A Facebook notification pops up on my phone. “A message from a childhood friend? So fun! What is she up to these days?” I wonder, as I click to see.
Oh. She thinks I would be perfect for her new home-based business that is making her so much money. “I’m so flattered,” I mumble sarcastically.
To say these recruitments annoyed me would be an understatement. Partly because I genuinely love to connect with friends (so I was bummed to find a form letter), but mostly because I enjoy sales as much as Rosie enjoys Donald.
I could not sell water in the desert, so selling literally anything does not interest me…mascara, vitamins, jewelry, clothing, skin care, a workout regimen…I was an equal opportunity hater.
But I have this weird quirk where I do not like to criticize that which I am unwilling to try.
When my children complain that their suburban lives in their climate controlled home with parents who adore them are SO HARD, my repeat mantra is “We Do Hard Things.” Some children in the world walk barefoot for miles and miles to school, but I can understand how asking you to change out of your pajamas is SO HARD. But we do hard things in this family, sweet children of mine with zero perspective on actual hard things.

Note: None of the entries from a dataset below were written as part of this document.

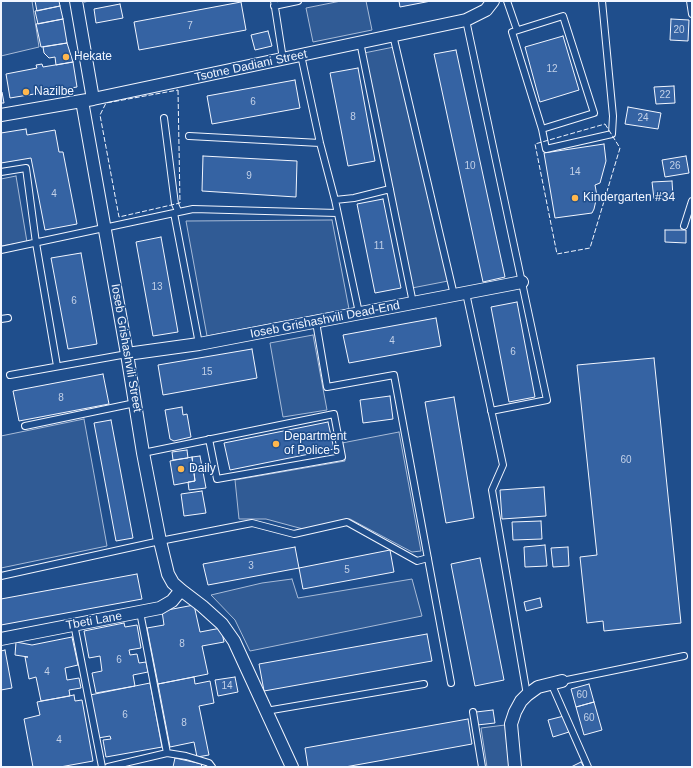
<!DOCTYPE html>
<html>
<head>
<meta charset="utf-8">
<style>
	body { margin:0 }
	#map { position:relative; width:693px; height:768px; overflow:hidden; background:#1f4e8c; font-family:Arial,sans-serif }
	canvas { display:block }
	.frame { position:absolute; inset:0; border:2px solid #f2f6ff; pointer-events:none }
</style>
</head>
<body>
<div id="map">
<canvas width="693" height="768"></canvas>
<div class="frame"></div>
</div>
<script>
const c = document.querySelector('canvas').getContext('2d');
c.lineJoin = 'round';
function paint(path, color) { c.fillStyle = color; c.fill(path, 'evenodd'); }
const poly = rows => new Path2D(rows.map(r => 'M' + r).join(''));
function strokePath(path, color, width, dash) { c.strokeStyle = color; c.lineWidth = width; c.lineCap = dash ? 'butt' : 'round'; c.setLineDash(dash || []); c.stroke(path); }
function drawText(font, color, halo, rows, align = 'center') {
  c.font = font + ' Arial,sans-serif'; c.lineWidth = 3; c.setLineDash([]); c.textBaseline = 'middle'; c.strokeStyle = halo; c.fillStyle = color; for (const [text, x, y, turn = 0] of rows) {
    c.save(); c.translate(x, y); c.rotate((+turn || 0) * Math.PI / 180); c.textAlign = isNaN(turn) ? turn : align; if (halo) c.strokeText(text, 0, 0); c.fillText(text, 0, 0); c.restore();
  }
}
const built = poly([
	[1,1,32,1,39,47,1,56,1,1],
	[341,1,366,1,372,30,313,42,306,8,341,1],
	[394,47,448,281,412,288,364,53,394,47],
	[16,176,27,242,1,246,1,179,16,176],
	[332,220,349,309,207,336,186,221,332,220],
	[313,335,327,410,283,417,270,343,313,335],
	[84,419,107,546,1,568,1,436,84,419],
	[399,432,421,551,412,552,350,519,303,529,266,519,239,519,235,480,345,461,342,443,399,432],
	[292,579,298,598,412,579,422,616,250,651,235,620,211,595,262,583,292,579],
	[505,725,509,767,487,767,481,728,505,725]
]);
const building = poly([
	[35,1,59,1,60,6,37,11,35,1],
	[399,1,431,1,400,7,399,1],
	[241,2,246,30,139,50,134,22,241,2],
	[120,4,123,18,96,23,94,9,120,4],
	[60,6,63,19,38,24,35,11,60,6],
	[63,19,67,43,41,47,36,24,63,19],
	[671,19,689,20,688,41,670,40,671,19],
	[268,31,272,46,255,50,251,35,268,31],
	[563,36,579,90,540,102,525,47,563,36],
	[67,43,73,62,56,65,55,57,49,58,44,53,43,47,67,43],
	[456,50,505,277,483,282,434,54,456,50],
	[73,62,77,87,10,98,6,74,37,68,36,65,42,64,43,67,73,62],
	[358,68,375,161,348,166,330,73,358,68],
	[295,80,300,108,212,124,207,96,295,80],
	[674,86,675,103,656,104,654,87,674,86],
	[1,92,2,92,4,103,1,103,1,92],
	[628,107,661,113,658,129,625,124,628,107],
	[26,129,27,135,55,130,59,152,63,152,77,224,45,230,31,158,1,163,1,133,26,129],
	[604,144,606,161,600,183,595,185,597,196,594,209,592,213,555,218,544,153,604,144],
	[203,156,297,161,296,197,202,191,203,156],
	[686,156,689,173,665,177,662,160,686,156],
	[672,181,673,197,654,199,652,182,672,181],
	[383,199,401,288,375,293,357,204,383,199],
	[665,230,686,230,686,243,665,242,665,230],
	[161,237,178,332,153,336,136,242,161,237],
	[81,253,97,344,68,349,51,258,81,253],
	[517,302,535,397,509,402,491,307,517,302],
	[436,318,441,346,349,363,343,335,436,318],
	[252,349,257,378,163,395,158,365,252,349],
	[654,358,681,623,604,631,603,621,587,623,580,557,597,555,577,365,654,358],
	[103,374,109,404,19,421,13,391,103,374],
	[390,396,393,419,363,423,360,400,390,396],
	[454,397,474,518,446,523,425,402,454,397],
	[182,407,183,415,187,414,191,437,174,441,170,439,165,410,182,407],
	[111,420,133,538,116,541,94,423,111,420],
	[328,422,334,449,230,470,224,443,328,422],
	[187,450,188,458,173,460,172,452,187,450],
	[200,456,206,488,189,490,188,482,195,481,192,457,200,456],
	[192,457,195,481,174,485,170,461,192,457],
	[544,487,546,516,502,519,500,490,544,487],
	[202,491,206,513,184,516,181,494,202,491],
	[541,521,542,539,513,540,512,522,541,521],
	[545,545,547,566,525,567,524,547,545,545],
	[295,547,299,568,208,585,203,564,295,547],
	[568,547,569,566,553,567,551,548,568,547],
	[390,550,394,572,303,589,299,568,390,550],
	[480,558,504,680,475,686,451,564,480,558],
	[137,574,142,599,1,625,1,599,137,574],
	[540,598,542,607,526,611,524,602,540,598],
	[194,605,200,632,221,628,224,642,202,646,208,674,158,684,147,628,164,625,162,611,194,605],
	[124,623,125,627,137,625,141,648,129,650,130,655,137,654,139,663,146,662,148,672,133,675,135,686,96,693,92,673,102,671,100,656,89,658,84,631,124,623],
	[427,634,432,661,264,691,259,664,427,634],
	[72,637,78,665,65,668,67,680,79,678,81,688,69,690,70,696,41,701,36,677,29,679,25,657,28,657,15,655,16,642,32,645,72,637],
	[5,650,12,688,1,690,1,651,5,650],
	[194,677,195,684,210,681,214,703,199,706,209,755,197,757,194,742,170,747,158,684,194,677],
	[235,677,238,692,218,696,215,680,235,677],
	[150,683,162,747,106,757,103,740,111,739,110,736,98,738,90,695,150,683],
	[589,684,594,702,576,707,571,689,589,684],
	[74,695,75,701,82,700,93,761,60,767,33,767,24,719,40,715,37,702,74,695],
	[594,702,602,730,584,735,576,707,594,702],
	[493,710,495,723,477,725,476,712,493,710],
	[564,716,569,732,553,737,548,720,564,716],
	[468,719,472,744,345,767,308,767,305,748,468,719],
	[175,758,202,764,201,767,173,767,175,758],
	[581,762,584,767,571,767,581,762]
]);
const service = poly([
	[274,1,283,59],
	[507,1,517,30],
	[690,1,692,14],
	[274,6,298,1],
	[563,16,594,113,542,129,512,32,563,16],
	[466,20,547,400,491,411],
	[393,35,454,295],
	[360,42,413,303],
	[301,55,320,143,335,200,359,313],
	[164,118,175,204,178,211],
	[542,129,546,149,612,134,613,116,602,1],
	[189,136,320,143],
	[1,172,26,168,36,243,57,366],
	[335,200,354,198,390,189],
	[684,226,692,201],
	[1,250,174,213],
	[466,293,503,465,492,490,527,695],
	[1,319,8,318],
	[316,322,327,387,394,375,451,683],
	[199,344,174,213,193,209,337,213],
	[10,375,127,354],
	[25,426,135,403],
	[143,453,334,414,342,457,217,479,209,439],
	[1,576,160,541,252,523,294,534,347,522,417,561,428,558],
	[140,612,167,753],
	[74,624,102,767],
	[562,681,684,656],
	[551,683,588,767],
	[266,711,424,684],
	[473,712,482,767],
	[108,767,167,753,186,756,209,763,212,767]
]);
const minor = poly([
	[76,1,93,99],
	[82,101,127,354,143,453,160,541,168,574,173,583,181,590,202,606,222,624,234,641,292,767],
	[1,115,93,99,466,20,486,10,493,1],
	[127,354,199,344,522,282],
	[1,639,160,608,172,601,181,590],
	[515,767,511,724,515,712,521,701,527,695,538,687,562,681]
]);
const fence = poly([
	[84,1,84,2,90,1],
	[178,90,180,203,119,217,100,115,106,103,178,90],
	[605,124,620,148,590,248,557,254,535,144,605,124]
]);
const markers = [
	[66,57,4,"#ffb74d"],
	[26,92,4,"#ffb74d"],
	[575,198,4,"#ffb74d"],
	[276,444,4,"#ffb74d"],
	[181,469,4,"#ffb74d"]
];
const numberNames = [
	["7",190,26],
	["20",679,30],
	["12",552,69],
	["22",665,95],
	["6",253,102],
	["8",353,117],
	["24",643,118],
	["10",470,166],
	["26",675,166],
	["14",575,172],
	["9",249,176],
	["4",54,194],
	["11",379,246],
	["13",157,287],
	["6",74,301],
	["4",392,341],
	["6",513,352],
	["15",207,372],
	["8",61,398],
	["60",626,460],
	["3",251,566],
	["5",347,570],
	["8",182,644],
	["6",119,660],
	["4",47,672],
	["14",227,686],
	["60",582,695],
	["6",125,715],
	["60",589,718],
	["8",184,723],
	["4",59,740]
];
const poiNames = [
	["Hekate",74,57],
	["Nazilbe",34,92],
	["Kindergarten #34",583,198],
	["Department",284,437],
	["of Police 5",284,451],
	["Daily",189,469]
];
const streetNames = [
	["Tsotne Dadiani Street",251,66,-12],
	["Ioseb Grishashvili Dead-End",325,320,-11],
	["Ioseb Grishashvili Street",126,348,80],
	["Tbeti Lane",94,621,-10]
];
paint(built, '#305b95');
strokePath(built, '#a8bbd7', 1);
paint(building, '#3563a3');
strokePath(building, '#f2f6ff', 1);
strokePath(service, '#f2f6ff', 8);
strokePath(minor, '#f2f6ff', 14);
strokePath(service, '#1f4e8c', 6);
strokePath(minor, '#1f4e8c', 12);
strokePath(fence, '#f2f6ff', 1, [5, 2]);
for (const [x, y, r, color] of markers) { const dot = new Path2D(); dot.arc(x, y, r, 0, 2 * Math.PI); c.fillStyle = color; c.fill(dot); strokePath(dot, '#1f4e8c', 1.5); }
drawText('10px', '#c3d1e8', null, numberNames);
drawText('12px', '#f2f6ff', '#1f4e8c', poiNames, 'left');
drawText('12px', '#f2f6ff', '#1f4e8c', streetNames);
</script>
</body>
</html>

I adopted that same mantra (and also their fake dramatics) and decided to try home-based direct sales. Some women work three jobs to barely provide for their family, but you have to understand that asking women to purchase beautiful jewelry with an important purpose is just SO HARD for me.
I hope you are giving me the biggest eye roll right now. Because I kinda hate myself for even admitting it.
I signed up for a company whose mission I believed in and wanted to support. And decided to give direct sales a try. (Full disclosure: this company is not actually multi-level marketing and involves no diamonds or cars. Remember, I was taking baby steps into this world. Selling was hard enough. Asking people to join under me was definitely not happening.)
And, you guys, this was WAY HARDER (to be clear: first world hard) than I ever would have anticipated. I was ashamed of how hard I had judged my friends for recruiting me for their sales teams. To me, the form letters and Facebook invites felt disingenuous, but in actuality, it takes a lot of courage for my friends to ask. My theory was correct in that I should never criticize that which I am unwilling to try. Because I had it all wrong.
I definitely underestimated how hard direct sales is, but I never even considered how awesome it could be. Even though I can’t speak for every company, I imagine it to be a somewhat universal experience…the camaraderie I found in this group of women is indescribable. Long distance friends have become some of my very best friends (thank you, Voxer!). If I were being honest, if the Facebook messages led with this rather than the promise of a huge income, I would have jumped on board a long time ago. (This may or may not be a not-so-subtle hint. Do with it what you may.)
Because this is the thing: I know myself well enough to know I will never sell my way to a million dollars. Or even twelve dollars. But I will do nearly anything for really great friends. (A knowing that has proven true as I’ve discovered amazing truths about myself this year.)
If I learned anything from my year in direct sales, it’s that it is 100% not for me. I suck at sales even more than I thought I sucked at sales. But not everyone does. Just because I can’t do it well doesn’t mean no one should do it. And I have become infinitely less critical of those trying.
Because no matter if you jump on every new sales company or roll your eyes at them, every single sales person I know is simply trying to help their families. They believe in the product enough to humbly ask their friends and family to try it out. I promise you that this is not even 1% easy to do. Sure, there are certain pushy people who seem to ignore any and all social cues that kind of ruin it for the rest of us, but generally speaking, it’s just a mom trying to figure out how to pay for braces.
The judgements I had were because I was too concerned with my own self (and apparently the thirty seconds it took to respond to a Facebook message) to pay attention to the “why” behind the ask.
As I’ve become more self-aware, I understand why sales are nearly impossible for me. I have many strengths, and I have many areas to develop. And I have loved learning to differentiate the two.
Which is why another year of direct sales is likely not in my future. But another year of writing is. Building connections through writing is super important to me. I wish you could all be my BFF’s and that we sit down together over a cup of coffee. I have come to realize that I would rather support my friends in their endeavors than attempt my own. I am a great wing man, but that’s where my skill set stops with sales. And that’s okay.
Knowing yourself is so valuable. Understanding how you function explains why some people have the pink Cadillac and some people can’t understand why that’s even a thing. This truth applies to most every aspect of life, not just direct sales.
Long story short, my year in direct sales has taught me you can’t be someone you’re not, but you can do you really well. And being the best you is the best.